● EXERCISE PROMPT:
Set down, word for word, only the lines from the start of the records through the line bearing "function trace(path, color, width, dash)"; include no pictures.
Segment Start: DATA IN THIS EXERCISE
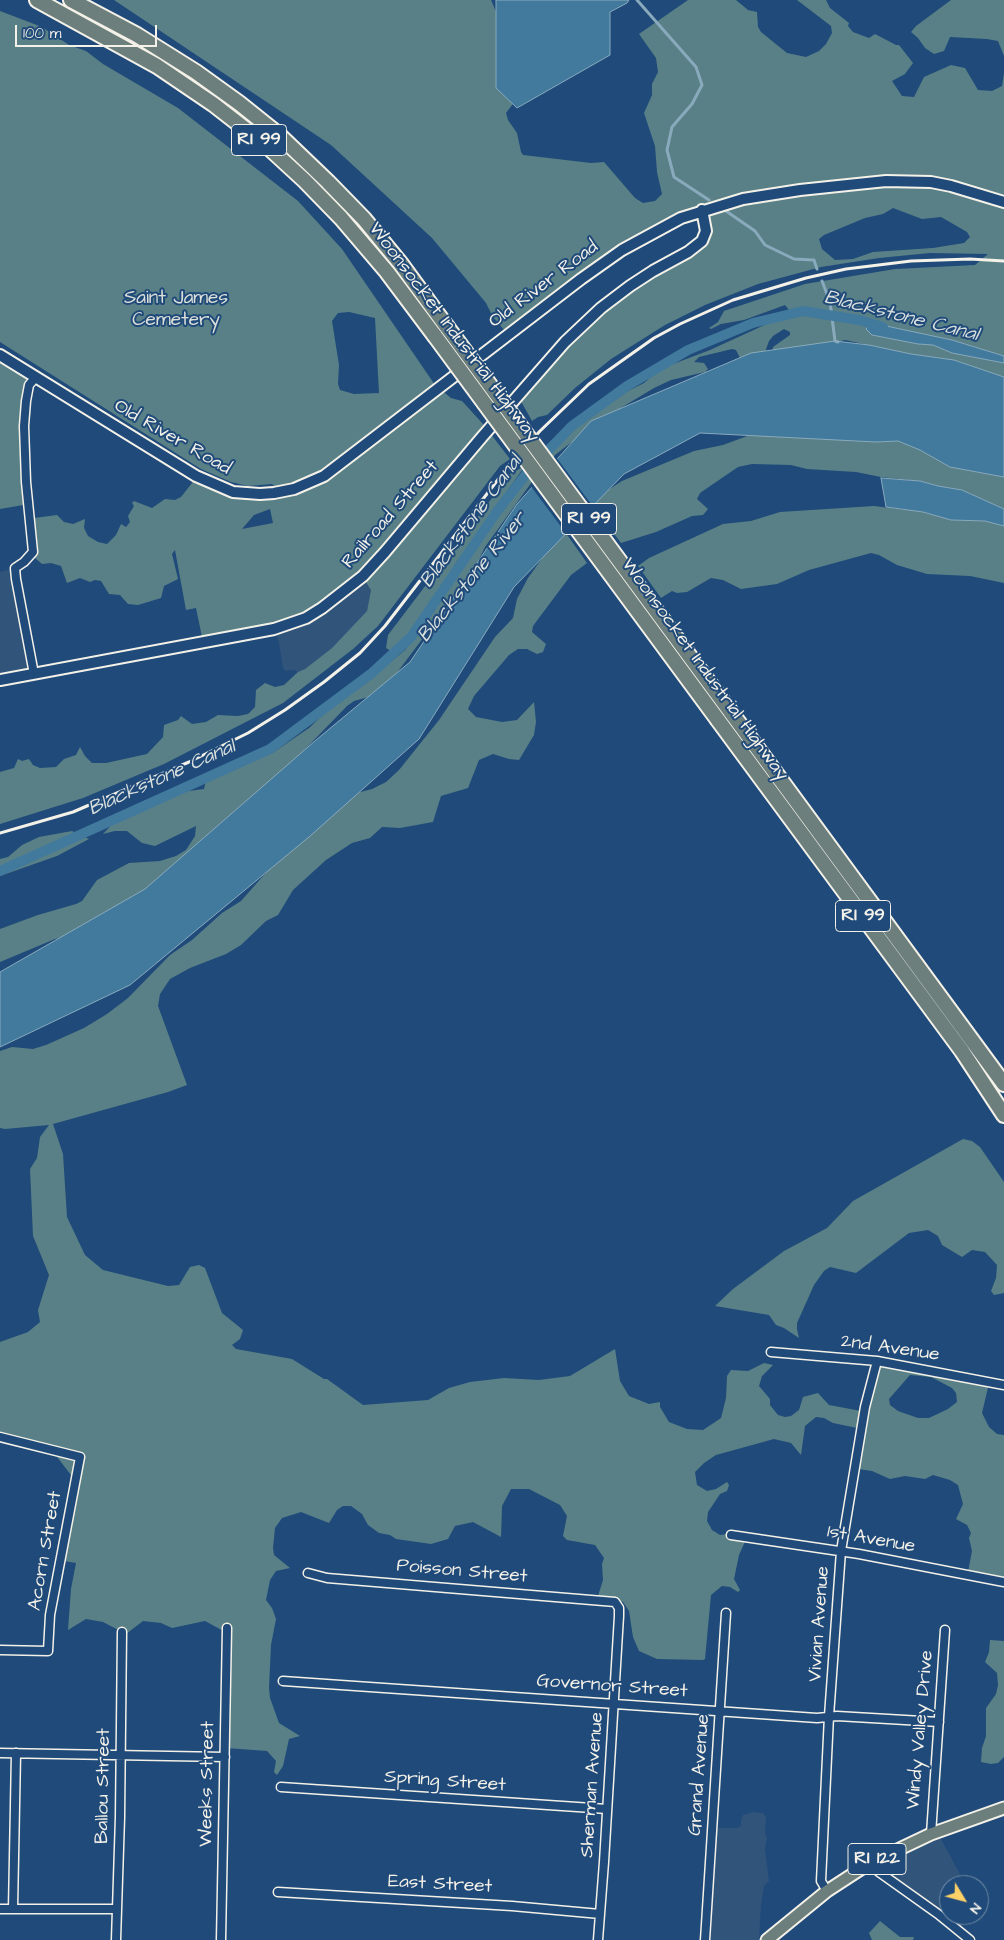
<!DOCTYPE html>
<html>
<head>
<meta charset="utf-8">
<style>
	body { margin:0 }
	#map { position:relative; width:1004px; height:1940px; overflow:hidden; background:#1f4a7a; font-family:"Architects Daughter",sans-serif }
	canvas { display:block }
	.north { position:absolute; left:939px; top:1875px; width:50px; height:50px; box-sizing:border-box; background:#1f4a7a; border:1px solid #748da6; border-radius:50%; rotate:127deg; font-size:14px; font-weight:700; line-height:20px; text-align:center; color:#f4f1e8 }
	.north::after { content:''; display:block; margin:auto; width:18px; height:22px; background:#ffd166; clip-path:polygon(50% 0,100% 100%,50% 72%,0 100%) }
	.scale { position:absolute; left:15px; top:25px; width:142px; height:22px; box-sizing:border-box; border:2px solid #f4f1e8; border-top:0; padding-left:6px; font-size:15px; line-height:18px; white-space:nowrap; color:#f4f1e8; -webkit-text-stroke:4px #1f4a7a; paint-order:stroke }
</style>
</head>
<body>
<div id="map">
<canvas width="1004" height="1940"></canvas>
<div class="north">N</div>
<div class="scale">100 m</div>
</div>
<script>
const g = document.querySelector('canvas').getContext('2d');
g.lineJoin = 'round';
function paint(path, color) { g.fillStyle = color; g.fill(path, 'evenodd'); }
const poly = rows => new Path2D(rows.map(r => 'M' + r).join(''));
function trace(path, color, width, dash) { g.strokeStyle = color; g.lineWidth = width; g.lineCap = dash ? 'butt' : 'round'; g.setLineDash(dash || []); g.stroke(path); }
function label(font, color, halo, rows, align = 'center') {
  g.font = font + ' "Architects Daughter",sans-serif'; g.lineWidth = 4; g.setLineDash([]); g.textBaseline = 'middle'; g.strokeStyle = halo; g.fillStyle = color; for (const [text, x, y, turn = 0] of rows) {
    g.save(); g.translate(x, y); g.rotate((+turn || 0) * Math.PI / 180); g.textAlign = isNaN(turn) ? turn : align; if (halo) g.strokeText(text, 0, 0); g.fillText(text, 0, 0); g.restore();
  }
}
const built = poly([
	[11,569,13,570,32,670,0,677,0,572],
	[362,576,371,590,367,611,332,648,305,669,298,672,294,670,286,671,283,668,279,643,273,626],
	[753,1812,763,1813,766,1817,765,1834,767,1837,765,1849,769,1881,764,1886,761,1906,759,1940,703,1940,707,1848,709,1828,737,1828,741,1826,741,1820,743,1815],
	[936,1830,966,1885,949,1885,949,1915,953,1915,949,1921,869,1862]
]);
const green = poly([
	[114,0,491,0,503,28,522,92,506,113,508,120,517,133,521,152,523,155,591,163,604,162,635,198,643,203,655,201,662,194,657,172,655,146,644,113,652,95,652,84,658,72,656,58,639,34,688,0,736,0,748,10,757,12,758,27,761,32,787,53,806,57,819,51,826,44,832,33,831,26,797,0,826,0,830,8,849,23,848,26,853,32,869,38,875,34,896,45,899,45,913,63,905,74,892,81,902,96,914,97,924,77,951,65,965,68,978,90,992,91,1002,86,1004,73,1004,356,952,340,872,323,867,329,872,335,918,344,933,345,952,353,1004,363,1004,377,954,360,911,354,845,340,772,357,773,347,790,335,790,332,784,329,773,336,769,341,764,355,740,358,736,350,732,349,699,357,694,362,704,363,708,369,705,372,671,380,654,388,599,421,555,455,550,462,545,457,573,428,624,393,644,383,660,369,710,350,782,317,789,310,785,305,744,320,721,324,711,329,709,328,718,322,724,311,805,284,895,269,975,265,988,254,930,253,879,258,821,267,758,284,705,305,665,325,611,359,575,388,547,415,538,417,532,421,518,396,571,329,693,245,701,234,703,215,676,215,652,228,614,250,543,301,505,331,493,317,486,303,432,238,331,145],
	[893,208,922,219,941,217,967,232,970,237,964,243,933,248,873,252,853,259,835,260,822,249,819,239,824,235,865,218,883,214],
	[951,0,1004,0,1004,56,998,41,987,39,950,37,944,51,934,54,925,48,918,38,911,32,916,26],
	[0,11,42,27,69,45,86,51,103,64,178,108,298,201,342,249,435,385,451,398,462,401,483,424,510,459,500,466,378,626,353,649,283,703,164,764,83,798,0,824,0,772,14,768,18,759,22,761,29,759,33,765,40,768,56,767,64,759,76,755,80,747,85,756,92,763,106,763,147,754,163,737,164,725,178,720,181,716,192,724,206,722,218,715,238,716,248,714,255,707,256,690,265,683,275,687,284,685,298,672,305,669,332,648,367,611,371,590,362,576,327,601,292,619,273,626,204,638,202,637,196,608,186,610,175,550,172,554,178,579,164,586,161,598,138,605,128,604,120,595,109,594,101,581,95,580,90,582,80,578,67,583,61,566,51,563,42,564,28,552,31,546,30,520,34,518,57,515,64,522,73,524,85,519,84,528,88,536,98,542,107,544,116,535,121,524,126,527,130,522,128,516,134,506,132,503,134,501,152,508,165,499,175,500,181,497,199,474,235,487,249,488,274,486,272,484,248,486,231,482,201,469,0,342],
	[349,312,375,318,379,393,354,394,340,390,338,384,339,365,332,321,338,313],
	[270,509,273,523,242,529,254,515],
	[0,353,33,374,27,398,29,504,0,509],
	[758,432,876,442,898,441,920,450,950,467,1004,477,1004,509,962,490,938,486,920,481,881,477,856,472,807,469,791,465,752,464,738,467,700,493,697,499,708,509,703,515,692,516,656,532,621,543,590,502,622,481,694,451,723,445],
	[525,466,456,563,440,592,403,642,391,651,386,648,388,635,511,473],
	[531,471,534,479,485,547,474,570,387,686,372,696,354,701,347,706,281,774,216,846,90,929,55,939,0,962,0,929,38,915,76,904,82,901,97,880,129,863,160,861,176,856,186,850,195,836,196,826,155,846,142,843,127,831,115,831,103,834,120,816,181,792,204,789,207,776,220,776,274,752,309,728,331,707,371,679,405,650,445,595,473,550],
	[874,506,923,512,951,520,985,521,1004,526,1004,583,970,576,927,574,897,565,879,555,871,553,809,570,777,584,741,589,723,580,711,578,687,592,677,593,672,591,661,598,638,566,649,558,723,524,751,521,780,512],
	[563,529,587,563,571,575,533,626,532,632,546,644,543,652,537,654,527,649,518,649,509,655,474,696,468,709,476,717,502,722,517,720,534,702,536,722,534,735,519,760,509,759,493,754,479,760,468,788,441,796,433,822,400,828,382,827,370,838,352,843,326,860,293,890,278,915,266,921,241,945,226,954,190,968,170,979,160,994,158,1006,187,1085,168,1092,53,1124,63,1154,67,1217,85,1255,103,1270,168,1286,179,1285,190,1267,199,1265,205,1268,222,1313,243,1330,240,1339,232,1345,236,1349,292,1359,324,1379,327,1379,363,1405,428,1400,449,1388,470,1382,504,1378,539,1380,570,1376,615,1349,620,1381,629,1396,649,1404,660,1402,660,1407,669,1422,687,1429,703,1430,721,1418,726,1398,727,1376,731,1370,748,1371,764,1363,773,1365,762,1376,759,1386,770,1399,770,1405,778,1415,785,1417,791,1416,799,1410,803,1397,818,1393,829,1405,861,1411,871,1364,907,1363,921,1365,990,1379,982,1413,989,1427,997,1434,1004,1435,1004,1579,968,1572,972,1551,969,1538,971,1533,967,1525,956,1519,963,1504,958,1485,950,1480,933,1475,925,1479,905,1476,890,1479,872,1471,852,1468,857,1428,833,1423,824,1418,816,1417,805,1426,801,1455,791,1443,774,1439,716,1455,704,1463,695,1472,697,1485,707,1491,716,1489,727,1482,729,1485,727,1491,720,1494,708,1512,707,1521,712,1530,720,1535,736,1533,748,1535,739,1555,734,1579,740,1590,738,1592,730,1587,722,1586,711,1595,705,1659,703,1660,657,1659,639,1651,633,1637,629,1611,623,1602,614,1598,609,1599,598,1596,603,1580,602,1564,604,1558,595,1545,567,1540,563,1536,567,1516,560,1505,529,1489,511,1489,502,1506,501,1537,473,1522,455,1526,448,1539,431,1544,396,1539,390,1535,379,1533,368,1525,362,1514,351,1506,343,1506,337,1510,329,1523,301,1512,282,1518,275,1528,273,1548,274,1555,290,1568,276,1571,270,1580,266,1600,272,1608,276,1619,271,1645,269,1688,270,1698,279,1723,300,1736,289,1739,283,1766,277,1775,274,1772,276,1761,267,1751,226,1748,229,1634,205,1621,172,1628,161,1623,143,1621,126,1634,103,1622,86,1619,68,1630,71,1589,76,1563,64,1561,74,1479,51,1449,0,1438,0,1342,28,1332,40,1322,38,1310,49,1275,33,1236,30,1169,37,1158,40,1137,49,1125,5,1129,0,1128,0,1051,12,1047,33,1049,46,1045,84,1028,107,1014,128,998,170,955,192,940,222,913,241,901,279,858,349,795,372,789,386,782,399,770,439,720,495,637,513,618,517,599,528,578],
	[910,1375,931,1377,952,1388,956,1393,957,1402,948,1409,929,1418,918,1418,898,1411,890,1405,889,1399],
	[72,831,89,839,57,856,0,876,0,859,8,857,22,845,39,837],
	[963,1139,972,1141,980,1147,1004,1182,1004,1293,994,1295,991,1291,996,1278,997,1265,985,1252,972,1250,962,1257,942,1245,938,1236,928,1230,909,1233,856,1273,830,1267,824,1271,814,1285,797,1323,797,1329,799,1338,784,1328,776,1325,769,1315,715,1306,733,1289,784,1251,827,1228,853,1201],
	[990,1640,1004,1641,1004,1757,998,1763,991,1764,981,1762,982,1748,986,1736,986,1708,996,1694,998,1685,997,1673,985,1662,989,1652],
	[880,1921,900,1937,914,1937,913,1940,872,1940,869,1933]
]);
const water = poly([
	[496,0,629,0,627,3,610,12,610,55,517,108,496,88,496,0],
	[872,323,952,340,1004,356,1004,363,952,353,933,345,918,344,872,335,866,329,872,323],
	[835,341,869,345,911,354,954,360,1004,377,1004,477,950,467,920,450,898,441,876,442,700,433,624,474,514,587,419,739,309,837,130,985,0,1047,0,972,145,889,316,740,410,662,517,504,591,421,751,353,835,341],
	[881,478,920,481,938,486,962,490,1004,509,1004,526,985,521,951,520,923,512,886,507,881,478]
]);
const pier = poly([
	[556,457,594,508,568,536,530,485]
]);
const stream = poly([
	[637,0,696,67,702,85,692,104,672,127,667,150,674,177,709,200],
	[726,211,755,231,765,245,794,259,814,260,817,269],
	[822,281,830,302,835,341,838,342]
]);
const canal = poly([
	[0,871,270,749,372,673,411,637,498,510,531,468,572,426,627,386,688,350,753,323,803,311,859,320,883,327]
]);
const street = poly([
	[34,674,16,579,15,568,24,562,33,552,26,482,24,426,26,401,29,385,36,377],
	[771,1352,877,1361,1004,1385],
	[0,1437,80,1457,50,1615,48,1651,0,1650],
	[731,1535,859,1554,1004,1582],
	[308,1573,327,1578,615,1602,619,1608,619,1616,604,1862,598,1940],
	[283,1681,817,1718,837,1716,939,1722],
	[0,1753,225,1757],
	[281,1787,607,1809],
	[931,1834,945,1630],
	[870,1863,879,1872,938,1914,970,1940],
	[827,1891,821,1881,829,1716,841,1551,865,1407,877,1361],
	[278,1892,512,1906,600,1914],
	[0,1909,116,1909],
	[13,1909,16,1753],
	[116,1940,120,1817,122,1632],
	[221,1940,227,1628],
	[705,1940,726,1613]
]);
const secondary = poly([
	[0,355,196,476,233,492,260,494,274,493,294,489,324,476,581,279,622,250,681,218,743,199,800,190,886,181,931,182,951,186,1004,202],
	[0,680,274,629,306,618,322,608,363,576,385,552,482,437,565,342,601,308,630,286,653,271,688,252,702,241,706,231,702,210]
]);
const primary = poly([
	[767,1940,827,1891,870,1863,931,1834,1004,1808]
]);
const highway = poly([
	[37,0,157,66,213,104,267,146,305,181,341,218,387,272,435,336],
	[71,0,137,35,196,72,239,103,279,135,328,182,364,219,401,264,447,327],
	[730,711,1004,1084],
	[718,720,962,1051,1004,1115]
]);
const rail = poly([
	[0,833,73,812,189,762,248,733,285,710,324,682,360,653,385,626,510,464,540,431,589,384,654,338,680,324,733,300,806,278,846,269,911,261,970,259,1004,261]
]);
const highwayBridge = poly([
	[447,327,730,711],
	[435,336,718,720]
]);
const shields = [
	[259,140,55],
	[589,519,55],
	[863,916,55],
	[877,1859,58]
];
const shieldNames = [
	["RI 99",259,140],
	["RI 99",589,519],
	["RI 99",863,916],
	["RI 122",877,1859]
];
const streetNames = [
	["Old River Road",544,285,-37],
	["Woonsocket Industrial Highway",453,333,53],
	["Old River Road",172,438,30],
	["Railroad Street",391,515,-49],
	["Woonsocket Industrial Highway",704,670,54],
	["2nd Avenue",890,1349,8],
	["1st Avenue",871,1540,10],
	["Acorn Street",46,1551,-80],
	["Poisson Street",462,1572,5],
	["Vivian Avenue",820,1624,-86],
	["Governor Street",612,1687,4],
	["Windy Valley Drive",921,1730,-85],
	["Grand Avenue",700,1775,-86],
	["Spring Street",445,1782,4],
	["Weeks Street",208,1784,-89],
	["Sherman Avenue",593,1785,-86],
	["Ballou Street",104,1786,-89],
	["East Street",440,1885,3]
];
const parkNames = [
	["Saint James",176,299],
	["Cemetery",176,321]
];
const waterNames = [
	["Blackstone Canal",901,317,14],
	["Blackstone Canal",472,522,-54],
	["Blackstone River",473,578,-51],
	["Blackstone Canal",162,779,-24]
];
paint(built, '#31547b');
paint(green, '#598086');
paint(water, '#427a9e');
trace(water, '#89aabc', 1);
paint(pier, '#1f4a7a');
trace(stream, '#89aabc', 3);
trace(canal, '#427a9e', 10);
trace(street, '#f4f1e8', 11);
trace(secondary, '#f4f1e8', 14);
trace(primary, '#f4f1e8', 15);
trace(highway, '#f4f1e8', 18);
trace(street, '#1f4a7a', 8);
trace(secondary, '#1f4a7a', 10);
trace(primary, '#6c7f7c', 11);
trace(highway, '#6c7f7c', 14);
trace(rail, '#f4f1e8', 3);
trace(highwayBridge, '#f4f1e8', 18, []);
trace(highwayBridge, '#6c7f7c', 14);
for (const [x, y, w] of shields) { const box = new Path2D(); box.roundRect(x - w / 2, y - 15.5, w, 31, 4); g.fillStyle = '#1f4a7a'; g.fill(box); trace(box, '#f4f1e8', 1); }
label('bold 18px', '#f4f1e8', null, shieldNames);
label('19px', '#f4f1e8', '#1f4a7a', streetNames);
label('19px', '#dde0d9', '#1f4a7a', parkNames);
label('italic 20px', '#d9dfdd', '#1f4a7a', waterNames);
</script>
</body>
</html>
Segment End: DATA IN THIS EXERCISE
● PROBLEM SOLUTION:
<!DOCTYPE html>
<html>
<head>
<meta charset="utf-8">
<style>
	body { margin:0 }
	#map { position:relative; width:1004px; height:1940px; overflow:hidden; background:#1f4a7a; font-family:"Architects Daughter",sans-serif }
	canvas { display:block }
	.north { position:absolute; left:939px; top:1875px; width:50px; height:50px; box-sizing:border-box; background:#1f4a7a; border:1px solid #748da6; border-radius:50%; rotate:127deg; font-size:14px; font-weight:700; line-height:20px; text-align:center; color:#f4f1e8 }
	.north::after { content:''; display:block; margin:auto; width:18px; height:22px; background:#ffd166; clip-path:polygon(50% 0,100% 100%,50% 72%,0 100%) }
	.scale { position:absolute; left:15px; top:25px; width:142px; height:22px; box-sizing:border-box; border:2px solid #f4f1e8; border-top:0; padding-left:6px; font-size:15px; line-height:18px; white-space:nowrap; color:#f4f1e8; -webkit-text-stroke:4px #1f4a7a; paint-order:stroke }
</style>
</head>
<body>
<div id="map">
<canvas width="1004" height="1940"></canvas>
<div class="north">N</div>
<div class="scale">100 m</div>
</div>
<script>
const g = document.querySelector('canvas').getContext('2d');
g.lineJoin = 'round';
function paint(path, color) { g.fillStyle = color; g.fill(path, 'evenodd'); }
const poly = rows => new Path2D(rows.map(r => 'M' + r).join(''));
function trace(path, color, width, dash) { g.strokeStyle = color; g.lineWidth = width; g.lineCap = dash ? 'butt' : 'round'; g.setLineDash(dash || []); g.stroke(path); }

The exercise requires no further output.